Calipari didn’t hesitate to fire back: “I’m still laughing that a sports writer just suggested that I - a PhD in Neuroscience - am illiterate. Weird flex, but ok.”
Just as she supports him, John Calipari also uses social media to showcase his daughter’s work.
“I’m very proud of her because she’s working on important stuff. Addiction and the effects, especially on women, is an epidemic,” he tweeted. Adding on another day: “She’s trying to bring light to a serious problem in our country.
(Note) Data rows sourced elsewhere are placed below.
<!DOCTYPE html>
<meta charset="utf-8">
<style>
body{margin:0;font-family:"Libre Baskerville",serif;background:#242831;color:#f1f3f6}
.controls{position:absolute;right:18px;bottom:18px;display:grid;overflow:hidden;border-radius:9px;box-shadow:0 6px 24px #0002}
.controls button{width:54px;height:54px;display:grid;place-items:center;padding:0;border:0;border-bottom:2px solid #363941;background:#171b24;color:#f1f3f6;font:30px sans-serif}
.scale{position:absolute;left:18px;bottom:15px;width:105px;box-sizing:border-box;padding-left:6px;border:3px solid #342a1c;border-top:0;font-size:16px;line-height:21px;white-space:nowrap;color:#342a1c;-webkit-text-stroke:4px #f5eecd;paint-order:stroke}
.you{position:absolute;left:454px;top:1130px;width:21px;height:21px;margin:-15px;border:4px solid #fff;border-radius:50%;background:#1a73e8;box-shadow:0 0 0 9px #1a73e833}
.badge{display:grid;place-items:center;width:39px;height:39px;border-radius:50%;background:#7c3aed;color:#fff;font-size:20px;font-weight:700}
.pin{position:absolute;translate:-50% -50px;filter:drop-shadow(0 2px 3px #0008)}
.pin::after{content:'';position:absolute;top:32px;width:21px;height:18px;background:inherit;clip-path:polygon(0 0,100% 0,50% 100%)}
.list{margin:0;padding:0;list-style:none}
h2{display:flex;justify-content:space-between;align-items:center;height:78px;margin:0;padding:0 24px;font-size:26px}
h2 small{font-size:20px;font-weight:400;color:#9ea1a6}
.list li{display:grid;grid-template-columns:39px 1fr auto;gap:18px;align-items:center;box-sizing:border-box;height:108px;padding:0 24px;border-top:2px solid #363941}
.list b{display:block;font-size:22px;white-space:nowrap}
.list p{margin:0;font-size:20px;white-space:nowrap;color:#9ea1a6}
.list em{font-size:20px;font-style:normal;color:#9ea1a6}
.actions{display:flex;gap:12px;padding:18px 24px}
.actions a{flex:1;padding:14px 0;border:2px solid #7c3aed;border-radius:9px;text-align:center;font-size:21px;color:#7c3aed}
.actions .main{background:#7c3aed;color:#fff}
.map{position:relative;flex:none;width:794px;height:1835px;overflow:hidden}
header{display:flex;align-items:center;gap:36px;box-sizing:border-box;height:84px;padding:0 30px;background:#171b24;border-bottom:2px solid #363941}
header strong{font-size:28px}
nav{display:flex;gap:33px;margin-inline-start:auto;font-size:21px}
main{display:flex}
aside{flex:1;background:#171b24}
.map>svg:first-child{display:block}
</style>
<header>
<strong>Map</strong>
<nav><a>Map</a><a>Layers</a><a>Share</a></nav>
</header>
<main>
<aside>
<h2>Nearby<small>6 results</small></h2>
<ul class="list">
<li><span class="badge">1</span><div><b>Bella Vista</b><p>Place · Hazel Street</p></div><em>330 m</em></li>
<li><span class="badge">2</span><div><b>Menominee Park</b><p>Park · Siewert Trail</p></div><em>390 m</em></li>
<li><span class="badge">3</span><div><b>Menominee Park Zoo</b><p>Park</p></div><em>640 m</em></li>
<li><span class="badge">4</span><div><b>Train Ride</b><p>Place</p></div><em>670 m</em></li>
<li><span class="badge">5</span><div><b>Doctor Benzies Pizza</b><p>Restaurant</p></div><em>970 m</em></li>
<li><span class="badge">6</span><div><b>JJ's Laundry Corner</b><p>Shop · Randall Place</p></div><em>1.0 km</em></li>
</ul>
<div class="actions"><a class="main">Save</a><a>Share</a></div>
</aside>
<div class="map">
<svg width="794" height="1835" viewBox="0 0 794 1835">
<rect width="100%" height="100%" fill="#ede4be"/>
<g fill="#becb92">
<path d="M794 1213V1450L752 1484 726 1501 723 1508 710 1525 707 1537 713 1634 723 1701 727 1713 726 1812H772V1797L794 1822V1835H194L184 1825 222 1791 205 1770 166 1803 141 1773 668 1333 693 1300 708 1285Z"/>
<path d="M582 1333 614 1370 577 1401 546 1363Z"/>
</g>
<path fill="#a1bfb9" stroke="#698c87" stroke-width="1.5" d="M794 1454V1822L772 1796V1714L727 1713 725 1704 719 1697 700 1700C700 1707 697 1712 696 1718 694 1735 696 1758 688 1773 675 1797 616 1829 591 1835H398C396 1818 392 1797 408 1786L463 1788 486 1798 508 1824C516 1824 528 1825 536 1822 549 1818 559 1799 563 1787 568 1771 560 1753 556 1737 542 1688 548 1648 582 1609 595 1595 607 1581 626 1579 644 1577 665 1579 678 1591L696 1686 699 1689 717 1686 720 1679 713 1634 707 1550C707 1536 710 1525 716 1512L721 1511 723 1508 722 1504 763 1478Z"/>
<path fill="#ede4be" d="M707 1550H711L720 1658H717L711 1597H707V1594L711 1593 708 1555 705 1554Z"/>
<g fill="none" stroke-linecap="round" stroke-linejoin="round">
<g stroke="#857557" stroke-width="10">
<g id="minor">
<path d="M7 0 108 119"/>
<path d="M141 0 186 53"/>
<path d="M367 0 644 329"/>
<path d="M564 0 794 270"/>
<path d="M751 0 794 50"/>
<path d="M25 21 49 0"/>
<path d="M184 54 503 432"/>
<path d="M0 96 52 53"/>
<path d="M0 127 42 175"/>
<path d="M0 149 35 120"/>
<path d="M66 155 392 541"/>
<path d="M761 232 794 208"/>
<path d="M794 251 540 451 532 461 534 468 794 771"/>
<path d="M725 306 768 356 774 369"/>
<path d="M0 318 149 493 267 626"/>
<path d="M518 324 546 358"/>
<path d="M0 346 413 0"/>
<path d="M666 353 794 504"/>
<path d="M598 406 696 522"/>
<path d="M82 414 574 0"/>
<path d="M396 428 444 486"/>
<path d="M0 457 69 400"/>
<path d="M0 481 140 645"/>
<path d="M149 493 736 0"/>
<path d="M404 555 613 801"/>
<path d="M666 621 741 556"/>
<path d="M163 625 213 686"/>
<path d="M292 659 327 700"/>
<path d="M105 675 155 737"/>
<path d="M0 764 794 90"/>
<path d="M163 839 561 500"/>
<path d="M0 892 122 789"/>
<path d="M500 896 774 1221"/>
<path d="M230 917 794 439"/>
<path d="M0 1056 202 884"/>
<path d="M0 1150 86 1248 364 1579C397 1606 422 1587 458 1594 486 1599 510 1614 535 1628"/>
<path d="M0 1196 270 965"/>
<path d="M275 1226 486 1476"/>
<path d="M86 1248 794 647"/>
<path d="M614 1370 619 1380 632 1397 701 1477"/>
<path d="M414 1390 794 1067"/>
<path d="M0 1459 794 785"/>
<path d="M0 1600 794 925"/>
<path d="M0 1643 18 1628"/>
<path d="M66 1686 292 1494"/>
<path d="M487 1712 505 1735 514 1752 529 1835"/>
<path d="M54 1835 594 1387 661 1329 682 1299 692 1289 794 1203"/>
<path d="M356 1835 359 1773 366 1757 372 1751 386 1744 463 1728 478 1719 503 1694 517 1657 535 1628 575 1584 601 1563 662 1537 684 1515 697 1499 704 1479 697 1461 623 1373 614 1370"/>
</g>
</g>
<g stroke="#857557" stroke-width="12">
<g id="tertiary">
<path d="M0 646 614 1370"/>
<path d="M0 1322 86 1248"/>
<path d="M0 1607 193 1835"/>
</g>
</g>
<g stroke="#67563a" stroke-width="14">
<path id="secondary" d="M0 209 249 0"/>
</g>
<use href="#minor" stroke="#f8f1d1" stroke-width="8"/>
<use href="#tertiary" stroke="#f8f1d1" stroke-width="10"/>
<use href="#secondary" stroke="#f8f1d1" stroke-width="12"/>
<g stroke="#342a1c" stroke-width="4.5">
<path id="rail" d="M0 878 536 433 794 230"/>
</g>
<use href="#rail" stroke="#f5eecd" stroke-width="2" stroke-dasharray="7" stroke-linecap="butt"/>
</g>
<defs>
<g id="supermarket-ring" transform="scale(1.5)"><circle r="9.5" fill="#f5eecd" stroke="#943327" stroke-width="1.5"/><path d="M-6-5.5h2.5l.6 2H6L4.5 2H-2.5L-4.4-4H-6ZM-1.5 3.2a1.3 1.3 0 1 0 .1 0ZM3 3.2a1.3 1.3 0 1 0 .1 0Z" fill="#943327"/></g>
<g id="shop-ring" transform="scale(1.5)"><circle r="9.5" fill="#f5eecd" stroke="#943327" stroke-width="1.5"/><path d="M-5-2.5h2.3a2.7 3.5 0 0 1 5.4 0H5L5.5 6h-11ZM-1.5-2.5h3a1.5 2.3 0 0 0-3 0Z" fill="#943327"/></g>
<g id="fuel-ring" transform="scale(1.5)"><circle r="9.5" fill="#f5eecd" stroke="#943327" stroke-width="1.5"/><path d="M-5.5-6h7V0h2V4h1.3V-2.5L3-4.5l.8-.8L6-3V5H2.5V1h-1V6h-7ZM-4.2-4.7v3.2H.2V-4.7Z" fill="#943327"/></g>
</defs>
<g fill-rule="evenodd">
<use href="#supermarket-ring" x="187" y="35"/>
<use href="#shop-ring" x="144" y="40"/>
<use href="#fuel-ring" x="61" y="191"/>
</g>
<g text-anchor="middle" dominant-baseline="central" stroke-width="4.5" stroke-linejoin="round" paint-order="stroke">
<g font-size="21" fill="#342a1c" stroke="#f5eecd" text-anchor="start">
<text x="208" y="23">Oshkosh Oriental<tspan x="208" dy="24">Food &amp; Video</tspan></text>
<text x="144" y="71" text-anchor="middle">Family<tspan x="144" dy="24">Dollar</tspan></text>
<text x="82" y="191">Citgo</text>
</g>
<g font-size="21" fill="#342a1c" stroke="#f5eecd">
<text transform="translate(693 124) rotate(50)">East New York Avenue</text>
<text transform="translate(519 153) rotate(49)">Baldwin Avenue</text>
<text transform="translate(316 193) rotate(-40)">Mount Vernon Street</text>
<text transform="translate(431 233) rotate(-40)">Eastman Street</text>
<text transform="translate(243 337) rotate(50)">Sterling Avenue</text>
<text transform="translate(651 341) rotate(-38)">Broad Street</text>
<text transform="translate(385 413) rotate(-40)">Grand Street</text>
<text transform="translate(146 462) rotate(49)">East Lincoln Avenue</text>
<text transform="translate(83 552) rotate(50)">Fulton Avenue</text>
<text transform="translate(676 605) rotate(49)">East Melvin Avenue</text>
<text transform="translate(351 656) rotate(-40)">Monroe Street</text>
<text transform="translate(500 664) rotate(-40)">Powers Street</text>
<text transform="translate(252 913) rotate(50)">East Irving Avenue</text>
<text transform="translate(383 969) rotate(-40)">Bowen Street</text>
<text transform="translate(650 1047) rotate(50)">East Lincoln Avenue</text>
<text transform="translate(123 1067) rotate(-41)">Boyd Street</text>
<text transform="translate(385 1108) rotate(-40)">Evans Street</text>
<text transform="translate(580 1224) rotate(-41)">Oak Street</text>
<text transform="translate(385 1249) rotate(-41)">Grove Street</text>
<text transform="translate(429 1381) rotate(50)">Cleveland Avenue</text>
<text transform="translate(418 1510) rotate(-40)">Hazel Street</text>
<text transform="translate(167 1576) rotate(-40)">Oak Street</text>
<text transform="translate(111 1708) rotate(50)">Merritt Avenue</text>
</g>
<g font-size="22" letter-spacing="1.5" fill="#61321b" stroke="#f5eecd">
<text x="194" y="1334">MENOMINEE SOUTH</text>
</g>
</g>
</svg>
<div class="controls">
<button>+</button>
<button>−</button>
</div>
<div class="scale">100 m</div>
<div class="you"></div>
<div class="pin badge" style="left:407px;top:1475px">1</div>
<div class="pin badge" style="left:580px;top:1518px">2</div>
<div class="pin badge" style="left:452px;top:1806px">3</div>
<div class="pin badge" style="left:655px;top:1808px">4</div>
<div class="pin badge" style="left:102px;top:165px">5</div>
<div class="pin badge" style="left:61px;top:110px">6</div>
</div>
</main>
She’s on a great path to having an impact to improve lives.”
Calipari faces questions and criticism when her research upends others’ findings.
“When you start changing the status quo - especially as a woman in science - you are up against a system that was not built to include you,” she says. “So you are coming in and saying, ’Hey, I don’t think this should be this way,’ and people are like, ’Well, that’s the way it’s always been.’ “
It’s her dad, she says, who gave her the strength to overcome those attacks.
“I don’t feel like I need to be like anyone else, because I’m not,” she says, “and it kind of gives me this freedom to make discoveries that are different and say things that not everyone thinks and speak my mind.
“And if people hate me,” she says with a smile, “I’m like, ’Well, more people hate my dad, so I’m cool.’ “
Dad and daughter will be in the same town again this week. This time, it will be dad bringing his team to Nashville.
There’s no word yet on whether his older daughter is going to be at the games.
She may be off trying to save women’s lives, talking more about her science. Verbs, nouns, life-changing research and all.